## Goal of the exercise
List each line of the data that holds the string "sans".

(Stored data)

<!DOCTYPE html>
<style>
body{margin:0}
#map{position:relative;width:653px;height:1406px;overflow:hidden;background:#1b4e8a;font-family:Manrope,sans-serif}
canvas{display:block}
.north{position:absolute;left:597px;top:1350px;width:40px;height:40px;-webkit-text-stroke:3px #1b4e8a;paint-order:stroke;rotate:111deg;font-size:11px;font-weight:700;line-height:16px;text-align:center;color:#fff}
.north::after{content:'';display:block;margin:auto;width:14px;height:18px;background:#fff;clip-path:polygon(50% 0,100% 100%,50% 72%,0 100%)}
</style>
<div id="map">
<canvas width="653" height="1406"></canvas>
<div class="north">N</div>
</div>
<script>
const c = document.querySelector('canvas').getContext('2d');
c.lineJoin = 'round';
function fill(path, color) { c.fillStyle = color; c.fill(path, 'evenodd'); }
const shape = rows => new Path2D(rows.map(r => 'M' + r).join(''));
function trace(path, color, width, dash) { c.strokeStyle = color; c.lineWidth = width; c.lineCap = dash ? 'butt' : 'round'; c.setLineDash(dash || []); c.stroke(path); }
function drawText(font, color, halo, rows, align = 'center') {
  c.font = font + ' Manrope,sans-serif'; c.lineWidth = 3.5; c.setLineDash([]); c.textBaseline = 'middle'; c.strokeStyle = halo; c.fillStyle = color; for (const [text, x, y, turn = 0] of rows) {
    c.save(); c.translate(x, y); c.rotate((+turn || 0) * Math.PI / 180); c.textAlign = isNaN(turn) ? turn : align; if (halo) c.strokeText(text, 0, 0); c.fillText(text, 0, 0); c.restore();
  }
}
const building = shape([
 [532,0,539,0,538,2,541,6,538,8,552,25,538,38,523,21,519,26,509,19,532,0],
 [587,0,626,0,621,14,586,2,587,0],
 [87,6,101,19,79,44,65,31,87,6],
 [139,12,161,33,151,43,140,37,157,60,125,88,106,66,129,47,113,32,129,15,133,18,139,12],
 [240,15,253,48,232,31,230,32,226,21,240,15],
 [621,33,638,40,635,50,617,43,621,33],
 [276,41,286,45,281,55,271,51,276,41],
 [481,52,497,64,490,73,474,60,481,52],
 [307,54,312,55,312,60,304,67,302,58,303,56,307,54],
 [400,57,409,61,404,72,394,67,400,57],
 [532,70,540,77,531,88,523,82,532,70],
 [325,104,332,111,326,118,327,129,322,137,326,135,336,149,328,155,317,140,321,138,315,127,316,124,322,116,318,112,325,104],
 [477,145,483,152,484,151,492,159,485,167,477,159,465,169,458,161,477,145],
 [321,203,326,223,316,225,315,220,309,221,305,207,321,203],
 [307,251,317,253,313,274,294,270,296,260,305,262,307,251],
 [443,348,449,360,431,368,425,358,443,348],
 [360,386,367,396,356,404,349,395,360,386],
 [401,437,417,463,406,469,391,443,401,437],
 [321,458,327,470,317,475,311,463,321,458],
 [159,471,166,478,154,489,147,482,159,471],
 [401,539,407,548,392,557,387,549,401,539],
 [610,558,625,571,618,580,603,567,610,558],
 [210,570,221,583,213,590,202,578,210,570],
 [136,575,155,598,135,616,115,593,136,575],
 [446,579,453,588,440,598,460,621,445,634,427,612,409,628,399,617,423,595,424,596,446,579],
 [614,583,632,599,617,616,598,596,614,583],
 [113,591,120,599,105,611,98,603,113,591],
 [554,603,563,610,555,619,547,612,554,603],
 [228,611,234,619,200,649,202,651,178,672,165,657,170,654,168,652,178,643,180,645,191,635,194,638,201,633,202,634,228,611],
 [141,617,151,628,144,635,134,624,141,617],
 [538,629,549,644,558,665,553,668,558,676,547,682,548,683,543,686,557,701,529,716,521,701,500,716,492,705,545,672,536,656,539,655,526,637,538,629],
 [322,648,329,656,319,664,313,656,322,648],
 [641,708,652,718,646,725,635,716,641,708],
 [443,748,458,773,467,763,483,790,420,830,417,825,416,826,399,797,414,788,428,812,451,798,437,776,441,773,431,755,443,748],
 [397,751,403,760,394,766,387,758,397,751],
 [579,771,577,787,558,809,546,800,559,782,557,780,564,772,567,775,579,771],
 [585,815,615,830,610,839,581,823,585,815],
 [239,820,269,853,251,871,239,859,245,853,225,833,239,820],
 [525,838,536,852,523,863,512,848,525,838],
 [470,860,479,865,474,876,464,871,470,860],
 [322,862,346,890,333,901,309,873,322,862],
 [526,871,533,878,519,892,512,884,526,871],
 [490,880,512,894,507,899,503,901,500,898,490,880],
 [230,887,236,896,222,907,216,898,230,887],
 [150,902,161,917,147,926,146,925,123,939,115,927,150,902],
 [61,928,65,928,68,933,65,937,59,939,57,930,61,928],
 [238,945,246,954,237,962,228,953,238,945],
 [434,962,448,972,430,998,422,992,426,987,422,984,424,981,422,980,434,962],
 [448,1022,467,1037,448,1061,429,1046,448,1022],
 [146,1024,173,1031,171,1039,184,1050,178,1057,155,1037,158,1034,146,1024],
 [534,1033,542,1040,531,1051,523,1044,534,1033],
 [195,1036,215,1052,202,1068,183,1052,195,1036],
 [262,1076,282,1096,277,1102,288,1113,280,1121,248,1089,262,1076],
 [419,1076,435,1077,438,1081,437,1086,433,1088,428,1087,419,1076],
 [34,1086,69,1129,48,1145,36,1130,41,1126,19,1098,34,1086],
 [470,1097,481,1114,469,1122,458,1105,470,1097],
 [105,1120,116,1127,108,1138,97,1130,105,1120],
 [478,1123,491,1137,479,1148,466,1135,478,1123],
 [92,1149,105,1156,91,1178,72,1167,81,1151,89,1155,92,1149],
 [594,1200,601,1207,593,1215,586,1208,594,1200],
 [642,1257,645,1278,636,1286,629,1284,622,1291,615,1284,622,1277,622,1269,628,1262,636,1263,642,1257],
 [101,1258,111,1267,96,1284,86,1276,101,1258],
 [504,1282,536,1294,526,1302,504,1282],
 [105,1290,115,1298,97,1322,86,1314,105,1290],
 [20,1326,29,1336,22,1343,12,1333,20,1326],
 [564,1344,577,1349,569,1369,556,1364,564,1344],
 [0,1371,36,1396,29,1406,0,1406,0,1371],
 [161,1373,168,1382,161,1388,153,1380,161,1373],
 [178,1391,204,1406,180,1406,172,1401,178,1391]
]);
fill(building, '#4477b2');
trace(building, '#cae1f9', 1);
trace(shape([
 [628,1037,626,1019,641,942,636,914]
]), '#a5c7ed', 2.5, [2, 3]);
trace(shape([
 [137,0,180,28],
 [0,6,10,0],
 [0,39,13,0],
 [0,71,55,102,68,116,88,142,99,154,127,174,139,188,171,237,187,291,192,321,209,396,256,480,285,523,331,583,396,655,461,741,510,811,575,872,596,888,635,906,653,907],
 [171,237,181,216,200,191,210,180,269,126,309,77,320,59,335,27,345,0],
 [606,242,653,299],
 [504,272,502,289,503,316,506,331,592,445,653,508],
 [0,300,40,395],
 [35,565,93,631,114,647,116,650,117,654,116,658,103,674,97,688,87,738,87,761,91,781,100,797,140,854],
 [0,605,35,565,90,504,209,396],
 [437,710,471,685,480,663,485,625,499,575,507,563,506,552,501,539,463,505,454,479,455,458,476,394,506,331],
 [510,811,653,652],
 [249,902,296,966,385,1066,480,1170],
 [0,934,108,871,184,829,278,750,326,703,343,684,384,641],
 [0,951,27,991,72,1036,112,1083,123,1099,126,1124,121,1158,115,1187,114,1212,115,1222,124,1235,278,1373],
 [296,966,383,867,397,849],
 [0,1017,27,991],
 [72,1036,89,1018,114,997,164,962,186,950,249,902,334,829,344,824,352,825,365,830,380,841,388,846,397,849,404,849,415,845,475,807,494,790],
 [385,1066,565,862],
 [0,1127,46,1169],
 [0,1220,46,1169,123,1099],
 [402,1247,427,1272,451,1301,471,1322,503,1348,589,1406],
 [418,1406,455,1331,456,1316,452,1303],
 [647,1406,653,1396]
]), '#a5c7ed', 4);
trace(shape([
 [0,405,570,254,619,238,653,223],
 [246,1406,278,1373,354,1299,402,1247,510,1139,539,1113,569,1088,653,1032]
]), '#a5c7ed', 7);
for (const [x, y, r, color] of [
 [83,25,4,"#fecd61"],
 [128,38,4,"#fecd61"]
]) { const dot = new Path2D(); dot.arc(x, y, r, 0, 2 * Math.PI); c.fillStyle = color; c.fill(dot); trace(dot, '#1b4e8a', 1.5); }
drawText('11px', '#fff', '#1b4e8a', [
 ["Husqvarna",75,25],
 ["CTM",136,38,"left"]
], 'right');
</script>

## Solution to this exercise
#map{position:relative;width:653px;height:1406px;overflow:hidden;background:#1b4e8a;font-family:Manrope,sans-serif}
  c.font = font + ' Manrope,sans-serif'; c.lineWidth = 3.5; c.setLineDash([]); c.textBaseline = 'middle'; c.strokeStyle = halo; c.fillStyle = color; for (const [text, x, y, turn = 0] of rows) {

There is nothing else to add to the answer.